I’m less reactive than I used to be. There’s more space between what happens and how I respond. I don’t feel the same urgency to defend myself, explain my choices, or manage other people’s perceptions. That alone has brought an unexpected sense of calm.
I also care significantly less about external validation. Not in a performative, detached way, but in a grounded one. There’s a deeper internal reference point now, something steadier to return to when things feel uncertain. I’ve learned to lean into trust and certainty rather than fear or overthinking, even when I don’t yet have the full picture.
Life feels less finite than it once did. Less rigid. Less linear. Each day feels like another opportunity to choose consciousness over habit, intention over autopilot. Kabbalah didn’t make my life easier or remove discomfort. What it did was give me a framework for meeting life with more clarity, resilience, and responsibility. And that has changed everything.
If You’re Curious
If any of this resonates, the work is remarkably accessible. The Kabbalah Center has locations in cities across the U.S. and around the world, but just as much of the learning now lives online. There is an incredible amount of recorded and live content available, from structured courses to weekly teachings. Personally, I actually prefer the online format. I like being able to listen while I walk, cook, or move through my day. It allows the work to integrate into real life rather than requiring a separate container.
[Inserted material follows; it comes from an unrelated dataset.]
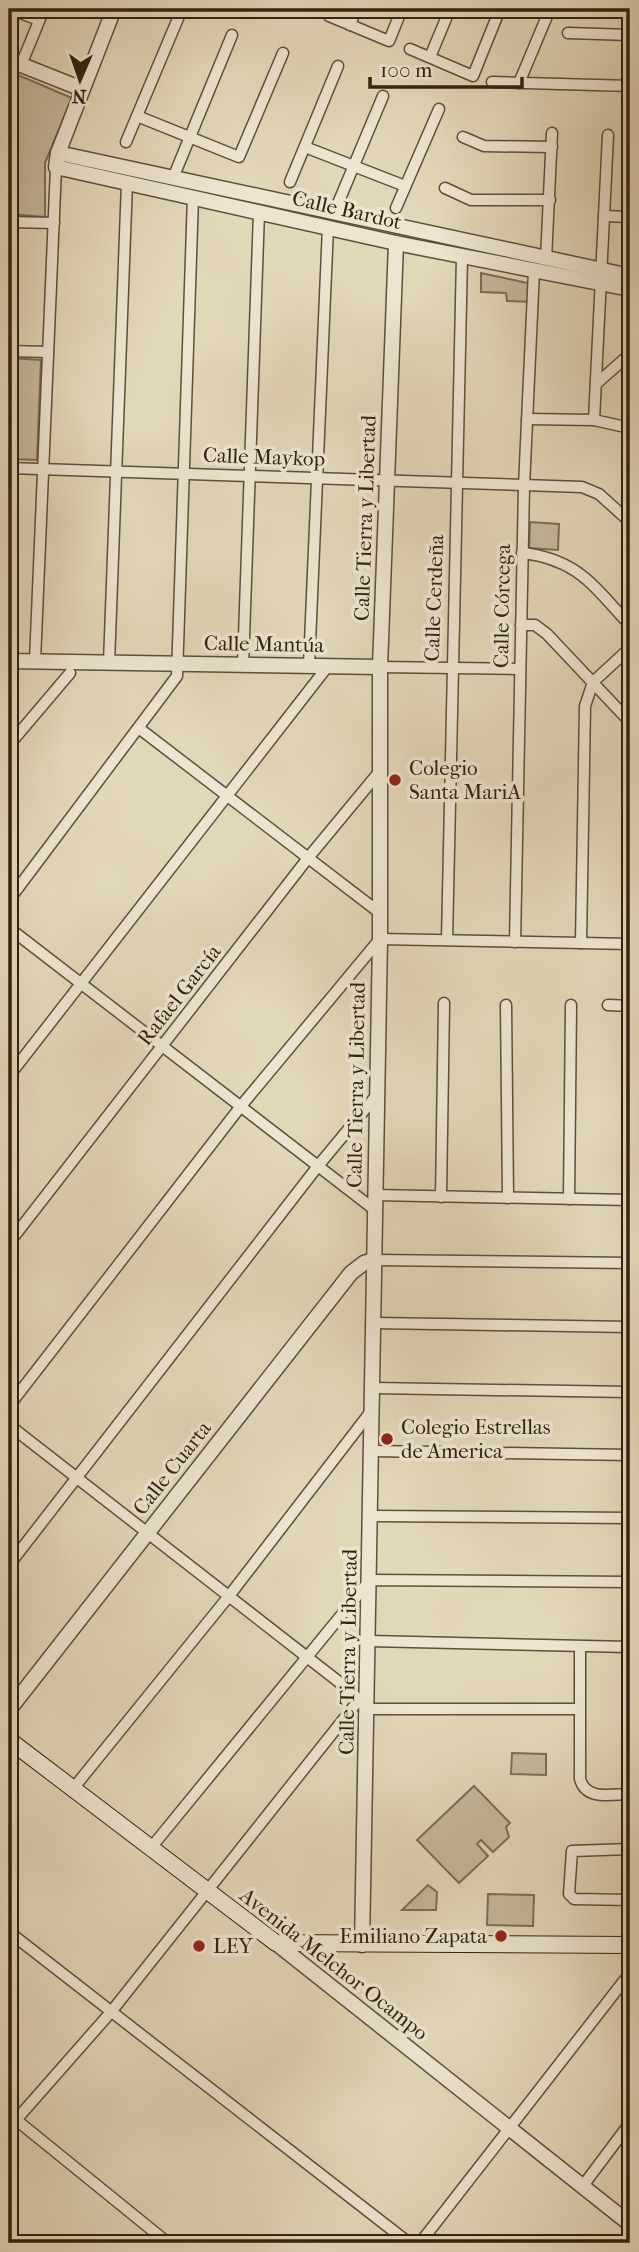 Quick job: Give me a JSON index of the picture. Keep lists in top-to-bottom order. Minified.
{"streets":{"main road":["Avenida Melchor Ocampo"],"street":["Calle Bardot","Calle Maykop","Calle Tierra y Libertad","Calle Cerdeña","Calle Córcega","Calle Mantúa","Rafael García","Calle Cuarta"]},"crossings":[["Calle Bardot","Calle Tierra y Libertad"],["Calle Bardot","Calle Cerdeña"],["Calle Bardot","Calle Córcega"],["Calle Maykop","Calle Tierra y Libertad"],["Calle Maykop","Calle Cerdeña"],["Calle Maykop","Calle Córcega"],["Calle Tierra y Libertad","Calle Mantúa"],["Calle Tierra y Libertad","Rafael García"],["Calle Tierra y Libertad","Calle Cuarta"],["Calle Cerdeña","Calle Mantúa"],["Calle Córcega","Calle Mantúa"]],"places":["Colegio Santa MariA","Colegio Estrellas de America","Emiliano Zapata","LEY"],"scale_bar":"100 m","north":"bottom"}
There are also podcasts worth exploring, like Spiritually Hungry and the Weekly Energy Forecast, which offer an easy entry point into the teachings and how they apply to everyday life. And I truly cannot recommend David Ghiyam’s work enough. His teachings have been genuinely life-changing for me, and much of what he offers through yourinfinitesoul.com is available on a pay-what-you-can basis, which makes the work feel both generous and accessible.
Beyond that, there’s no shortage of books, articles, and resources if you want to go deeper. There’s no pressure to commit or identify yourself in any particular way. You can simply explore, listen, and see what lands.